A serializer drawn from four neat lanes.
Surp's repository is a Cargo workspace of nine crates, a Python package, and a small set of fixtures and benches. Underneath the surface area, one codec carries the load — and one wire format is the only stable contract.
The workspace at a glance
The codec lives in surp-core. Public surfaces (surp-cli,surp-python, surp-ffi, surp-derive) all depend on it, never the other way around. IO and storage adapters (surp-io, surp-compression, surp-simd) sit beside the codec and are pulled in via Cargo features. The RFC-001 work lives entirely inside surp_core::rfc001, with its own namespace and its own file extension — never mixed with v1 .surp bytes.
From a value tree to a checked file
An encode never skips a stage. The encoder walks a Value tree and emits scalars with type tags and varint-encoded lengths. When string deduplication is on, repeated strings are interned into a dedup table that sits inside the same block. The block writer then prefixes the payload with a type byte, the payload length, a compression-type byte, and an XXH64 checksum of the uncompressed payload. A trailer block carries the overall checksum; readers verify both before exposing any value.
Where untrusted bytes become a value
The decoder is the only piece of code allowed to look at raw bytes. Limits (max depth, max element counts, max payload sizes) are enforced before allocation; checksum verification fails closed; corrupt or oversized inputs never reach a constructed Value. The Rust API exposes two value flavors: Value for owned trees, and SurpValue<'a> for borrowed zero-copy decode of uncompressed v1 data.
One format, two flavors of decode
Owned — Value
Allocates and owns its children. Use when you want a long-lived tree, mutation, or to ship the value across thread boundaries. Always available, including for compressed payloads.
Borrowed — SurpValue<'a>
Zero-copy view tied to the original byte buffer. Available for uncompressed v1 data. Pay nothing on decode; pay only when you ask a field for an owned string or array.
What each crate is responsible for
- surp-coreThe codec: encoder, decoder, value tree, block framing, text notation, resource limits, and the RFC-001 modules.
- surp-derive#[derive(Surp)] and #[derive(SurpSchema)] for named Rust structs; stable numeric field IDs for forward-compatible schema evolution.

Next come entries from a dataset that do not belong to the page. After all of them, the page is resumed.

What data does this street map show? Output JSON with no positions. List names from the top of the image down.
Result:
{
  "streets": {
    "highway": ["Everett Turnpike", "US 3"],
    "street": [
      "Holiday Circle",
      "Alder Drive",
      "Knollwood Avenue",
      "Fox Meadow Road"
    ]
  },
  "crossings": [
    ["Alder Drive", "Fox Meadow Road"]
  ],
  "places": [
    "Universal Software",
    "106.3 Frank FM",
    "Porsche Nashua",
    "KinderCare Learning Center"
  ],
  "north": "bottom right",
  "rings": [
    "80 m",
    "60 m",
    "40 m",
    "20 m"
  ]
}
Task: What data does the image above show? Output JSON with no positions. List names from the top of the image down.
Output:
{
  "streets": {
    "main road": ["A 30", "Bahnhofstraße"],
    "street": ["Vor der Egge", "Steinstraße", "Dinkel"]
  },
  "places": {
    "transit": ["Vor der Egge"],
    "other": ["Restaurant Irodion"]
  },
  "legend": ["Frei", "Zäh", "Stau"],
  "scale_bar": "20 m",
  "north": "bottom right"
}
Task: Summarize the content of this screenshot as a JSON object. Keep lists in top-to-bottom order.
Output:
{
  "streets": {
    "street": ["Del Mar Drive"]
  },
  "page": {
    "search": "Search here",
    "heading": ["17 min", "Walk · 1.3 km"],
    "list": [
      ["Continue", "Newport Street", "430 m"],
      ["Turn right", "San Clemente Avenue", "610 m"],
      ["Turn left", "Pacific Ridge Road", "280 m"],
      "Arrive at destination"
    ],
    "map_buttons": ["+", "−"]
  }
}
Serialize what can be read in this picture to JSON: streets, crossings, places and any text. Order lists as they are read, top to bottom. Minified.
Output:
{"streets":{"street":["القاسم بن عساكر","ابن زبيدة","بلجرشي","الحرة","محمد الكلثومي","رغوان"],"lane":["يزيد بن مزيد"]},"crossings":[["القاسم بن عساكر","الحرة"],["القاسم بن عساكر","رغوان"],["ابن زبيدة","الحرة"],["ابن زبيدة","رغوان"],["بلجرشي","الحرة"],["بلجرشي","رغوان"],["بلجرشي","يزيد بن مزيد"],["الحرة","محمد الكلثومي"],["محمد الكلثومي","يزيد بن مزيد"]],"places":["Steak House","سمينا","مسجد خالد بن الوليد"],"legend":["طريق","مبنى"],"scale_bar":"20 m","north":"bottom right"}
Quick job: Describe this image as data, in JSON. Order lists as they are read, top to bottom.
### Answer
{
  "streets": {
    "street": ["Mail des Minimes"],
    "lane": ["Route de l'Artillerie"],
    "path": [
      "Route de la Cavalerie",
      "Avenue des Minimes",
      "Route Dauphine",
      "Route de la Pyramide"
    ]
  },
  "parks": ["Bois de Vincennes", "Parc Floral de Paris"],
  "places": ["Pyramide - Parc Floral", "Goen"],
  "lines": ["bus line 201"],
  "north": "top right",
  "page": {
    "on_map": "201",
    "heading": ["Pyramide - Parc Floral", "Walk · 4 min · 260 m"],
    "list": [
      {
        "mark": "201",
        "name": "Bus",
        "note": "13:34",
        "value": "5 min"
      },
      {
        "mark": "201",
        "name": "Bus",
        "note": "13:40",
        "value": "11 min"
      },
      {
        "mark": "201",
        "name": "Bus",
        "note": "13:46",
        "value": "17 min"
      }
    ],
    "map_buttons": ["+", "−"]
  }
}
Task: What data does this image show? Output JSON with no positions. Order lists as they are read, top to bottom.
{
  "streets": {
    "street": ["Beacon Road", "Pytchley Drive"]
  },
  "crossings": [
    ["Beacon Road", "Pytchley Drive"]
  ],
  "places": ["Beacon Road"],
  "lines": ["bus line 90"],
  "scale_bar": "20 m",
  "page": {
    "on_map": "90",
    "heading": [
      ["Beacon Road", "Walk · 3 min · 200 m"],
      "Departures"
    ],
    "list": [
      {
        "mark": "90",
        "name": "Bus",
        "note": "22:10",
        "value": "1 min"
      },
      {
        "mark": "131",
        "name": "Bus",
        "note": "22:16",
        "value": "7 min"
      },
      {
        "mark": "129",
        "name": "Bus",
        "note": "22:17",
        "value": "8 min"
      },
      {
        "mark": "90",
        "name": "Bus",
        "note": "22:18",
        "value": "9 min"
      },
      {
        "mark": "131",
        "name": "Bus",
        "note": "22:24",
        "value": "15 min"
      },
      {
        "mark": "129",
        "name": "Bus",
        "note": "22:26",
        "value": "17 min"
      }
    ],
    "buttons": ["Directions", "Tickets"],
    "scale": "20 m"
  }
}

- surp-cliThe surp binary tool. Verb-driven; converts JSON↔v1, encodes/decodes the text notation, inspects, validates, runs CLI benches and the RFC-001 commands.
- surp-pythonPyO3 extension that exports the Python package named surp; ships SurpValue views, Encoder/SurpDecoder, and the surp.model RFC-001 validation layer.
- surp-ioTokio framed IO, shared buffers via the bytes crate, optional mmap reader for memory-mapped decode.
- surp-compressionCompression trait and optional zstd, lz4, and snappy adapters. All three are feature-gated; none are required.
- surp-ffiC ABI helpers — JSON-to-Surp and Surp-to-JSON buffer entry points for embedding in non-Rust hosts.
- surp-simdScalar-safe scanning helpers and an optional aarch64 SIMD varint pre-scan path.
- benchCriterion-driven Rust and Python benchmark harnesses with deterministic datasets and committed result fixtures.
- fuzzcargo-fuzz targets and corpora for the decoder, the text parser, varints, block framing, and full roundtrips. Excluded from the workspace build by design.
Why this shape, and what it doesn't try to be
Three explicit tradeoffs steer the design. Safety over micro-optimization:checksums are verified before payloads are exposed, and resource limits sit between input and allocation. Determinism: the same input value produces the same bytes, every time — a property that makes diffing, content-addressing, and replay tractable. Schema evolution as a first-class feature: the derive macros encode stable numeric field IDs, and unknown fields are skipped on decode, so old readers gracefully ignore new fields.
Surp is not a streaming-only format and not an in-place editable format. It is a canonical container for value trees with optional random access via the index block. Anything that looks like a database, an RPC framework, or a schema registry is out of scope.